ZAHER ETEMAD1, HOJATOLLAH NIKBAKHT2, MOHAMMAD ALI AZARBAYJANI3, MANDANA GHOLAMI4
1PhD student of Exercise Physiology, Science and Research Branch, Islamic Azad University, Tehran, Iran - 2Associate Professor of Exercise Physiology, Science and Research Branch, Islamic Azad University, Tehran, Iran - 3Professor, Department of Exercise Physiology, Tehran central Branch, Islamic Azad University, Tehran, Iran - 4Assistant Professor, Department of Exercise Physiology, Science and Research Branch, Islamic Azad University, Tehran, Iran
The purpose of this study was to determine the effects of two resistance exercise (RE) protocols with different rest intervals between sets on homocysteine and CRP In Sedentary Men. For this purpose, 30 untrained males voluntarily participated in the research and were randomly assigned to one of two resistance exercise groups: a) a shorter inter-set rest interval of 90 second (RI- 90; n=10); or b) a longer rest interval of 180 second (RI-180; n=10) and control group (10 people).
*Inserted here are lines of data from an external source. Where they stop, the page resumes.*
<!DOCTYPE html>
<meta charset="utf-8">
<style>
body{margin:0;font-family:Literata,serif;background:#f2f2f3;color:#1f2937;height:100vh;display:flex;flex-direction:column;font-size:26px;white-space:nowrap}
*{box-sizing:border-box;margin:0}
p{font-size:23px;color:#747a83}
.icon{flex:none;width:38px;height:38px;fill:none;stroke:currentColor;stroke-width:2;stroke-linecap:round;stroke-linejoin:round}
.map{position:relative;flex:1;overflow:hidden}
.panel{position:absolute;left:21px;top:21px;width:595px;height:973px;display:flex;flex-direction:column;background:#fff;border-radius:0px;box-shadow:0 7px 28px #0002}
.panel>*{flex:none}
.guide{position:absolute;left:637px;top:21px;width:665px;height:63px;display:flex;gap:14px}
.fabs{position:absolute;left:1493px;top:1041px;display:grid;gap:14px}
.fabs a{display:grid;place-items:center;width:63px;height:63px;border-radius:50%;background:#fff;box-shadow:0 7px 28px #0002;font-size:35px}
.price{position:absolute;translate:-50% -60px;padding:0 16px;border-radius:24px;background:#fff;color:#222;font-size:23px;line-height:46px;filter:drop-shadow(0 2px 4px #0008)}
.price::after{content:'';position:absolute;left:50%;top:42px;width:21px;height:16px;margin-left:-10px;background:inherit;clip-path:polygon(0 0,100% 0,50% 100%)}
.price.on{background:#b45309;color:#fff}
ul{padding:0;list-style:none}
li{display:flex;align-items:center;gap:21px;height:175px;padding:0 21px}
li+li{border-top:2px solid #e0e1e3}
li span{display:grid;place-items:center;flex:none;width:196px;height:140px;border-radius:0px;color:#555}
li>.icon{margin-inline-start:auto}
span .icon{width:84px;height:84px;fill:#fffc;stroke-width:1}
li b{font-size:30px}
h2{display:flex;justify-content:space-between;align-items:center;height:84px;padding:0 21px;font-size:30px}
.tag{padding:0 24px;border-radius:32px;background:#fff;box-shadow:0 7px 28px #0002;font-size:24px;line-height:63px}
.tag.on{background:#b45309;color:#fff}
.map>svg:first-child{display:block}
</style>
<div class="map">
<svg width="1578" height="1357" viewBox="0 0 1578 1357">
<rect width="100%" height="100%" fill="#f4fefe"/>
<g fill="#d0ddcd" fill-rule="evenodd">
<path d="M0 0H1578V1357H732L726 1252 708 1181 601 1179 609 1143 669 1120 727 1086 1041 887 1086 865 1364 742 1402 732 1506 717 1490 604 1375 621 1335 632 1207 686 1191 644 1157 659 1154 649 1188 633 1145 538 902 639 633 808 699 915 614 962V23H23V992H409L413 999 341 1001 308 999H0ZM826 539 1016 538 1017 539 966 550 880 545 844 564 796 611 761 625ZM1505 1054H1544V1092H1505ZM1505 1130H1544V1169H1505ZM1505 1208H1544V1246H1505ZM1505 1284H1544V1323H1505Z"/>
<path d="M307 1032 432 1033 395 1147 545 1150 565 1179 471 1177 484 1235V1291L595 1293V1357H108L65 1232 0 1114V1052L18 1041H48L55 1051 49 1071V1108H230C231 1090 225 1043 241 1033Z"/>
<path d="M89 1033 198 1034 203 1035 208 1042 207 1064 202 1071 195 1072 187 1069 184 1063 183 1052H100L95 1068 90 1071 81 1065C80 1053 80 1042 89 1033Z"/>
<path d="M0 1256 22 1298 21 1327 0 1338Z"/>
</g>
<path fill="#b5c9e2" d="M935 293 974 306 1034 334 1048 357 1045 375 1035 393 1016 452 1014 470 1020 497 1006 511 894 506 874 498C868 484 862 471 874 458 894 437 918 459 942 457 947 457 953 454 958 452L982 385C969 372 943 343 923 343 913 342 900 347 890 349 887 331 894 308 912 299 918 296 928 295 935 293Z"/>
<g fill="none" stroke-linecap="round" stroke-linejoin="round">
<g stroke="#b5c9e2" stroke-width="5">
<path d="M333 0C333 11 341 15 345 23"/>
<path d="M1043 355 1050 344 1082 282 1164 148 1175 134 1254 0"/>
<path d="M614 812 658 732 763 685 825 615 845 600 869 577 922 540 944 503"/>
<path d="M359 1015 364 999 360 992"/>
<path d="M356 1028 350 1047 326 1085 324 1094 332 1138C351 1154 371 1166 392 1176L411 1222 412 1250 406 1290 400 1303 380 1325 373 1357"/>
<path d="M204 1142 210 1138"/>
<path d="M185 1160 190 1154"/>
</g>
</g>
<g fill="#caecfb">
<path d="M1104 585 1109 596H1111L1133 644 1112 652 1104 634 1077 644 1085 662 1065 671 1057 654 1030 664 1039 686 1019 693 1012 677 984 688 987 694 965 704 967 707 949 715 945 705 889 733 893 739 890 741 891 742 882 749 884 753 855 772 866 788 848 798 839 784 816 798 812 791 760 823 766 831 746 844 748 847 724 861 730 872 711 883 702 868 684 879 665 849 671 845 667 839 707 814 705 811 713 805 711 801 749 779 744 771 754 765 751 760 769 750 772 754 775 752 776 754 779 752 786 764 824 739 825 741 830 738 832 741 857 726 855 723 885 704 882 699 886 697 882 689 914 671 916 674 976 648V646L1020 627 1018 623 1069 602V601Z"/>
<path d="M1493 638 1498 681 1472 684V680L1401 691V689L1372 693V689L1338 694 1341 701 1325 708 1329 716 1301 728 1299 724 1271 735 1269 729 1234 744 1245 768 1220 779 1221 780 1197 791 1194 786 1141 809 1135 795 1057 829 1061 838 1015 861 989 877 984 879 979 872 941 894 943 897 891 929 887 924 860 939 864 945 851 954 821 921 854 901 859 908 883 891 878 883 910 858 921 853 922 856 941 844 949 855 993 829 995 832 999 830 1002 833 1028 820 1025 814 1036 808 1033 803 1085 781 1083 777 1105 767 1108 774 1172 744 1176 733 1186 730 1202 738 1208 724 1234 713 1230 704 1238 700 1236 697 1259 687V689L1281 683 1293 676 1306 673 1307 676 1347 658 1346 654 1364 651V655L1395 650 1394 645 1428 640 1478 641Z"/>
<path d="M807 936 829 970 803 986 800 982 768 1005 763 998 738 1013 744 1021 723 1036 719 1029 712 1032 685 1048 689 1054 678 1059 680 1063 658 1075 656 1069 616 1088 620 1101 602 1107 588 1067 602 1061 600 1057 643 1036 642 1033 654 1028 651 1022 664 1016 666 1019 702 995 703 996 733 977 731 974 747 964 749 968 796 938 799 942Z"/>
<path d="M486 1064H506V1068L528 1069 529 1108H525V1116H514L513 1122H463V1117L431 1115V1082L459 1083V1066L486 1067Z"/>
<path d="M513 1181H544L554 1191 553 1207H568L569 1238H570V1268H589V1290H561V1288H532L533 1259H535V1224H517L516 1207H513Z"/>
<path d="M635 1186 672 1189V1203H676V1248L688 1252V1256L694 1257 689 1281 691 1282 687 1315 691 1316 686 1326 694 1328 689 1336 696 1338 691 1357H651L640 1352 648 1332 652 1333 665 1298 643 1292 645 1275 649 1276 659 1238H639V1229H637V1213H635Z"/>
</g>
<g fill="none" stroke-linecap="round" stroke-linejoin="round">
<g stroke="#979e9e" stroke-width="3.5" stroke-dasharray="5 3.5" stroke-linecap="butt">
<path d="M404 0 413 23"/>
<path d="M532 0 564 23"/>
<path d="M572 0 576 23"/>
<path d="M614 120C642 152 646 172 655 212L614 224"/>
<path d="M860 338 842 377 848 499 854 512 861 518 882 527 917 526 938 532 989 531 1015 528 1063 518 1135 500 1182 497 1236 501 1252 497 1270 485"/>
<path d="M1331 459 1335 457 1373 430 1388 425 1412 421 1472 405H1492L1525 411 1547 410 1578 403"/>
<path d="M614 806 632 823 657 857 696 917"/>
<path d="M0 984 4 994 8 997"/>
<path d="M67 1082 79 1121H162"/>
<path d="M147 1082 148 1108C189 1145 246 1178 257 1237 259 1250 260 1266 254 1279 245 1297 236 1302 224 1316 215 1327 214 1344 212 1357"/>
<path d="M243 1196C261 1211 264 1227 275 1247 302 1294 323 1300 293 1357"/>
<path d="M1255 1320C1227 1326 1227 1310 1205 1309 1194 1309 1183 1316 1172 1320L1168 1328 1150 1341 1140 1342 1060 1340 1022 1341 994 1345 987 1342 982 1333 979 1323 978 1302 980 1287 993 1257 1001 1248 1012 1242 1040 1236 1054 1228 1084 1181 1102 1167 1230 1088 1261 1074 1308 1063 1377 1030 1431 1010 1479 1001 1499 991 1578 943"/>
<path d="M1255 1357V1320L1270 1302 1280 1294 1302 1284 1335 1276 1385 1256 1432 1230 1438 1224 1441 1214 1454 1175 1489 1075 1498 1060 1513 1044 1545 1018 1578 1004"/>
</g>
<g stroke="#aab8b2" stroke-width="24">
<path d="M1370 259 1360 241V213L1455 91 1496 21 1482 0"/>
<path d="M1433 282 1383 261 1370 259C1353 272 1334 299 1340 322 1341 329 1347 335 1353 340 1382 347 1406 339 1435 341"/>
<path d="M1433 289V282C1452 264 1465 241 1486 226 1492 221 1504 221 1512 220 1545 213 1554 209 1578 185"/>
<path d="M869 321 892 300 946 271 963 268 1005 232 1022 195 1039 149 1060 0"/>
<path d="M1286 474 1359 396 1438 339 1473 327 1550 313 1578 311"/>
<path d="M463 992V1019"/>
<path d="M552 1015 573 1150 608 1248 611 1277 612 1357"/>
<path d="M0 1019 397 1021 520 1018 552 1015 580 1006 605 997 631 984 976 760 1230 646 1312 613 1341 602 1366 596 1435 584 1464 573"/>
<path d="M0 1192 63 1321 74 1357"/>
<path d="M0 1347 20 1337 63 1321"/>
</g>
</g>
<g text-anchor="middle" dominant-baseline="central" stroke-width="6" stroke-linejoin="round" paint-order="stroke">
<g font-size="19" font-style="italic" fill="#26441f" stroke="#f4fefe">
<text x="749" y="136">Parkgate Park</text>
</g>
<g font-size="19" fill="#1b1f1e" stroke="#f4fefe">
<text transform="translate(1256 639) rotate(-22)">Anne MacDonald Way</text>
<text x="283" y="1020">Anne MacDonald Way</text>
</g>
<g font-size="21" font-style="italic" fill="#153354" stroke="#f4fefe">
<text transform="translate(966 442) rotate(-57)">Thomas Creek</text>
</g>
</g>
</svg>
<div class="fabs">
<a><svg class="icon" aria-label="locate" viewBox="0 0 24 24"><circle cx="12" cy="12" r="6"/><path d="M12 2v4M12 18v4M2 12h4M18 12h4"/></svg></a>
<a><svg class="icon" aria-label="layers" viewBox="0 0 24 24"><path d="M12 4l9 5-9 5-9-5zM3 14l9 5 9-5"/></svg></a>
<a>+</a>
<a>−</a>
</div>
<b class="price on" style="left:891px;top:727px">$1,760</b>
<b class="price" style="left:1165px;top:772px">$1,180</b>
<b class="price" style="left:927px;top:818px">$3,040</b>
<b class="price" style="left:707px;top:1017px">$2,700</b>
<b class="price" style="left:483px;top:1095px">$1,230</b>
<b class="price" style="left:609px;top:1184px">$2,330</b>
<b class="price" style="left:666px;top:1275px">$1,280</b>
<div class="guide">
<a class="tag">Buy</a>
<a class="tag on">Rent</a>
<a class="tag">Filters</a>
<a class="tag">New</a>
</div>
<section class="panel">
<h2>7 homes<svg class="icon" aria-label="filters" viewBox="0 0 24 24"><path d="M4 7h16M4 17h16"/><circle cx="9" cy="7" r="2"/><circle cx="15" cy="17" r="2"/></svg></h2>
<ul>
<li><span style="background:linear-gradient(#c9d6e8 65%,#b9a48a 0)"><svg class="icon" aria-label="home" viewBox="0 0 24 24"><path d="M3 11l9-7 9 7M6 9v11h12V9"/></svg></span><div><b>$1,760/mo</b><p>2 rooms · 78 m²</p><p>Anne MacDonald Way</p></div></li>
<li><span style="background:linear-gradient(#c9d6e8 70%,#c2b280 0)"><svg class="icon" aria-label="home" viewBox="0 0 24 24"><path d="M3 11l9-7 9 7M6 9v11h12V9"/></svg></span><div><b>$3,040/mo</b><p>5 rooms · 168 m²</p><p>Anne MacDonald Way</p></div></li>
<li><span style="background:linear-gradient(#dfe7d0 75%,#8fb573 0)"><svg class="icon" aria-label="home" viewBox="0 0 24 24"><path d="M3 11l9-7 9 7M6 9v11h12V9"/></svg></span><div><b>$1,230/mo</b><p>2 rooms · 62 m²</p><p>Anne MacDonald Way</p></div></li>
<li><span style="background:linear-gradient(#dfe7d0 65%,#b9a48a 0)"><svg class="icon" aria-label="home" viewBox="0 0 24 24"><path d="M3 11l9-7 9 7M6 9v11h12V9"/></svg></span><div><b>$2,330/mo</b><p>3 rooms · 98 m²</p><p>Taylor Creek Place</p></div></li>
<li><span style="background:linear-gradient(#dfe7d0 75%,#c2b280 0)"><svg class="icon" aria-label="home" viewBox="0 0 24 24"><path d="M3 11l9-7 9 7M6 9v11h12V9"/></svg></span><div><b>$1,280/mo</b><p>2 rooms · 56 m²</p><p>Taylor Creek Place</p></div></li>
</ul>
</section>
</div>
Resistance exercise in both groups consisted of bench press; pull down curls with pulleys, biceps and triceps workout with a barbell, squat using (hack squat machine), “lat” pull down and sit-ups , which were performed with 50% of one repetition maximum in the first session and with 85% of one repetition maximum on the last session and in 8-12 repetitions in 3 sets.
Before and after 8 weeks training period blood sampling were collected from the antecubital vein preexercise. Independent and paired T Tests were used to analyze data in a meaningful level (p<0.05). Results showed that there is statistically significant reduc- tion in CRP, homocysteine levels after 8 weeks of resistance training with different rest intervals in the experimental group compared to the control group (p<0.05).
In general, we can say that the difference between rest periods in resistance training can be an important factor in changes in serum levels of homocysteine and CRP are important. These exercises might probably decrease the risk of cardiovascular disease.